(RECORDS SHOWN begins)
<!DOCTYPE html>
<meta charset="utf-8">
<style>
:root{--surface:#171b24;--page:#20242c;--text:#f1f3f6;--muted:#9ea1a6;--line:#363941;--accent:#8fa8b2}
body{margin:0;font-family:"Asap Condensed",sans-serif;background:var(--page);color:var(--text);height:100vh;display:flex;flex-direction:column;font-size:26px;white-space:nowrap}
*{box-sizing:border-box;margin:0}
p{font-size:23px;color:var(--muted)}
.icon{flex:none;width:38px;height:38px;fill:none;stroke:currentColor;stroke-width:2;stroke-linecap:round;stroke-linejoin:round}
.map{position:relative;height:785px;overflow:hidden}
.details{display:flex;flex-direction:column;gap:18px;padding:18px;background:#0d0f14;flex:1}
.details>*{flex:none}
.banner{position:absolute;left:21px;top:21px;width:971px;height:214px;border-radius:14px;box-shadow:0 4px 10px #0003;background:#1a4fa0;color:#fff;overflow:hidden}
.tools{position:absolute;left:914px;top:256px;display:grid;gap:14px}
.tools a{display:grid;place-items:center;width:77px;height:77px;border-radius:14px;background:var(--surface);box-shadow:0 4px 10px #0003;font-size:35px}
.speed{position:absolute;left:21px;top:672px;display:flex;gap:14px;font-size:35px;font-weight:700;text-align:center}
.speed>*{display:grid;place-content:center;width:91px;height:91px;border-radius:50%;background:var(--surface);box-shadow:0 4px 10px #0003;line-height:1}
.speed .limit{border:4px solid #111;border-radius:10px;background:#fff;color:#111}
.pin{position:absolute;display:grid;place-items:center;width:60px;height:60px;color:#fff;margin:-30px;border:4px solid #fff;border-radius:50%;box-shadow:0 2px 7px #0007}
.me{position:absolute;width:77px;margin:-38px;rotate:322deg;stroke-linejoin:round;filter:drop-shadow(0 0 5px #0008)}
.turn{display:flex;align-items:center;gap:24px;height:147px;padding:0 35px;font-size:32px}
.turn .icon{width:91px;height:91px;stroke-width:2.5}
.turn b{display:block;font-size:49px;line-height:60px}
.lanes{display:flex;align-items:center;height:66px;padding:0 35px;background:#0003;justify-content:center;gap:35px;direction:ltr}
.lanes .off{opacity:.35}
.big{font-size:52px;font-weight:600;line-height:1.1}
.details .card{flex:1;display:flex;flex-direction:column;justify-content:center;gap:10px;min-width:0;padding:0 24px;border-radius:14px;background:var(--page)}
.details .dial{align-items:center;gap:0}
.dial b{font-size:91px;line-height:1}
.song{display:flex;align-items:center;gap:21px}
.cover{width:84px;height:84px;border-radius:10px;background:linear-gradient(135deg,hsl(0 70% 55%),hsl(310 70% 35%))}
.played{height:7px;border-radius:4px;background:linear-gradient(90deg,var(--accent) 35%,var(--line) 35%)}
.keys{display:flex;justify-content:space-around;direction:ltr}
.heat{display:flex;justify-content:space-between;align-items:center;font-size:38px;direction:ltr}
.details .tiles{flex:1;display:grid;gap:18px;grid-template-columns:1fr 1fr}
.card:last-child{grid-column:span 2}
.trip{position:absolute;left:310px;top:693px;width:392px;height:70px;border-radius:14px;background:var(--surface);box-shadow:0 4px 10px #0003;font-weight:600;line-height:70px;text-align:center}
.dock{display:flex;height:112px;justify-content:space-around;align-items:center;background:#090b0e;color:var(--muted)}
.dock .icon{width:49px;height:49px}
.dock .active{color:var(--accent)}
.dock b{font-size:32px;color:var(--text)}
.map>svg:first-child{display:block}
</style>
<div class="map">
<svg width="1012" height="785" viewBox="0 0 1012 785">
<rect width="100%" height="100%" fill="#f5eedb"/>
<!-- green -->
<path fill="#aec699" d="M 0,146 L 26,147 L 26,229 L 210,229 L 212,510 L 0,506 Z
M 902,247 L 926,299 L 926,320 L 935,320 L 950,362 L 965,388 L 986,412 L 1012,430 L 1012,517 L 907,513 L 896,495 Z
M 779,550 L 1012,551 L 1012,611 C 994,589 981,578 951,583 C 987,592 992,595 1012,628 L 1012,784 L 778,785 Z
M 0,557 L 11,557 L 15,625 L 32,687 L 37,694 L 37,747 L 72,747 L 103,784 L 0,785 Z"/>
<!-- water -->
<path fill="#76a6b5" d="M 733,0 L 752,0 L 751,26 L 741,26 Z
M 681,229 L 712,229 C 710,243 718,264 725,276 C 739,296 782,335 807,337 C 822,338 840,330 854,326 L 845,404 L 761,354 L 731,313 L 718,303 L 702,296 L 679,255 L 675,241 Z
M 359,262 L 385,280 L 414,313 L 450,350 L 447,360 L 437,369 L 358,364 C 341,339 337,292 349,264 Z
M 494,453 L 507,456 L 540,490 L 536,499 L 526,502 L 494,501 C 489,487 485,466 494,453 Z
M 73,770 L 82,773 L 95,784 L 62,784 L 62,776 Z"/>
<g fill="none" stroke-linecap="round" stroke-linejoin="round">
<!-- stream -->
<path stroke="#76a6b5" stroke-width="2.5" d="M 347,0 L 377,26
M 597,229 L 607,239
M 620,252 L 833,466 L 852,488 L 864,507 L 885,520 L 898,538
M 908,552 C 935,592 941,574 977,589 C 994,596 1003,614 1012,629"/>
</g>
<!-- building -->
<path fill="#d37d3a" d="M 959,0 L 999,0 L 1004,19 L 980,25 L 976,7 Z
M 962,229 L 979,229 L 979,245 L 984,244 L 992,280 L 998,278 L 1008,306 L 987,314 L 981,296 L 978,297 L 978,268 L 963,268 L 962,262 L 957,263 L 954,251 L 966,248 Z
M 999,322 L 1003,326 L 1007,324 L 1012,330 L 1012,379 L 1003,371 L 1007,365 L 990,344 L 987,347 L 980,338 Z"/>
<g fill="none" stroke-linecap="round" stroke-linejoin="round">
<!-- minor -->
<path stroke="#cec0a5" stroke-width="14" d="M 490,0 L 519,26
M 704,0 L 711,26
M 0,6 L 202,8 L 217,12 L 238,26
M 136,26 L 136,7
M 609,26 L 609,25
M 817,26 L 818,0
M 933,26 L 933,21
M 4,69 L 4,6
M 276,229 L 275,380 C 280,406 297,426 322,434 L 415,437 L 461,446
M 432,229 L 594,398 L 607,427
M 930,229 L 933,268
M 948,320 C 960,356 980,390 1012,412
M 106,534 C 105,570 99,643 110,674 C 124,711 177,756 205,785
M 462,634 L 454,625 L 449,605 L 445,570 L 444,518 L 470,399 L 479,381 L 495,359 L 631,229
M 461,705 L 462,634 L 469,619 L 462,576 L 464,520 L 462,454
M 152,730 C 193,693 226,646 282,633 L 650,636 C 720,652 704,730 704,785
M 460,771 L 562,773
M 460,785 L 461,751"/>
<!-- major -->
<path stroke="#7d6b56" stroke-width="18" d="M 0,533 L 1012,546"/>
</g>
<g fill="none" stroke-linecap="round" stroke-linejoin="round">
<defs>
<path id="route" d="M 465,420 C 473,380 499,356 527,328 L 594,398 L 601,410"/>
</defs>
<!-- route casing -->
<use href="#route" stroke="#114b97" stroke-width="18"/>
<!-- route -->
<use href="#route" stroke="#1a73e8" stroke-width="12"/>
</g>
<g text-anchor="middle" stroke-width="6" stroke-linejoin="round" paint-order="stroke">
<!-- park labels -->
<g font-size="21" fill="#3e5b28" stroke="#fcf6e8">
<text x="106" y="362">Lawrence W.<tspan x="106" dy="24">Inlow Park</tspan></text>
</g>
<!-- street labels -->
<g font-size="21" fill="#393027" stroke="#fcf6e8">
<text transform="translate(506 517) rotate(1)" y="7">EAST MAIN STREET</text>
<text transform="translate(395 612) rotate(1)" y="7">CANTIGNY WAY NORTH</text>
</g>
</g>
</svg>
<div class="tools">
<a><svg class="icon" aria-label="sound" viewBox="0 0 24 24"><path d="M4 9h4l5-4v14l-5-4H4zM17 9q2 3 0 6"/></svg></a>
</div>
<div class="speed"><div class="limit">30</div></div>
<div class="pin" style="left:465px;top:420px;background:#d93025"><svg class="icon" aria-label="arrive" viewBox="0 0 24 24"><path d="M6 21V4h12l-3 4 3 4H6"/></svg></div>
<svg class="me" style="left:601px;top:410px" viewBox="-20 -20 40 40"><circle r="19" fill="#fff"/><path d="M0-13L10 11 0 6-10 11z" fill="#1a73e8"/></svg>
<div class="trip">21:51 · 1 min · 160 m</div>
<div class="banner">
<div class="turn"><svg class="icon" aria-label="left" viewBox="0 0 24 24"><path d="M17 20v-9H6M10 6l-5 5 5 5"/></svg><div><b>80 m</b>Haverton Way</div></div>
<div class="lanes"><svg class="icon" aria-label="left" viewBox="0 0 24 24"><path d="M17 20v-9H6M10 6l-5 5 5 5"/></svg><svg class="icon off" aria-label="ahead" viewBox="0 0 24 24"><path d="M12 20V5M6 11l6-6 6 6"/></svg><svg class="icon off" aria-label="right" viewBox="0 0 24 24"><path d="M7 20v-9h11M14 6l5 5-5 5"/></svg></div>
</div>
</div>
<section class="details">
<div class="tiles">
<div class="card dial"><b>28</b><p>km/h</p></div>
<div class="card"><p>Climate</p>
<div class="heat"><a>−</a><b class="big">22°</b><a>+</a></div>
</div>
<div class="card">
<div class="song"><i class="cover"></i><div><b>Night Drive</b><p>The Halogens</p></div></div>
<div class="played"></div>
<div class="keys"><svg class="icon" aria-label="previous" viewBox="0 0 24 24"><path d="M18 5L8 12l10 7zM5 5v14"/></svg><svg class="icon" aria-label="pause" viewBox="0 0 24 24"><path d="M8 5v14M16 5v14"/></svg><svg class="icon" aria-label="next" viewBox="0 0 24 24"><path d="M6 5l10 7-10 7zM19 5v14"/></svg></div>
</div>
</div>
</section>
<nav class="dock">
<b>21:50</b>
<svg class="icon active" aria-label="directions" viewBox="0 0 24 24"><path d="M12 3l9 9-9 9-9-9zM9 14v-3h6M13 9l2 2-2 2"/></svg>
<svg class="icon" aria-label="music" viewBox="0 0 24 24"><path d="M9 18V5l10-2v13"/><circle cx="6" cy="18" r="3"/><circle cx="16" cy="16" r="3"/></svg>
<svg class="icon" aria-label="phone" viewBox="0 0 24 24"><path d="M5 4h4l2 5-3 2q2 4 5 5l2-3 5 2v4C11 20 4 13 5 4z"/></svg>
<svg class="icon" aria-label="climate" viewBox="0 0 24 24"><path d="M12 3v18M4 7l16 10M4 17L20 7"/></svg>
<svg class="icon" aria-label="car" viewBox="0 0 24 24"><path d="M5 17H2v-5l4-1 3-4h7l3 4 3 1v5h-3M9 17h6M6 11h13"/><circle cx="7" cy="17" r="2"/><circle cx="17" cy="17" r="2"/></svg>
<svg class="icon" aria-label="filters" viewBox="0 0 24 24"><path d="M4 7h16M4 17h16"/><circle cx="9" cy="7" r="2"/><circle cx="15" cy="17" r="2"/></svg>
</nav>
(RECORDS SHOWN ends)
▶ _GOAL OF THE EXERCISE_
Pull each line holding "keys" out of the listing.

▶ _RESPONSE FOR THIS EXERCISE_
.keys{display:flex;justify-content:space-around;direction:ltr}
<div class="keys"><svg class="icon" aria-label="previous" viewBox="0 0 24 24"><path d="M18 5L8 12l10 7zM5 5v14"/></svg><svg class="icon" aria-label="pause" viewBox="0 0 24 24"><path d="M8 5v14M16 5v14"/></svg><svg class="icon" aria-label="next" viewBox="0 0 24 24"><path d="M6 5l10 7-10 7zM19 5v14"/></svg></div>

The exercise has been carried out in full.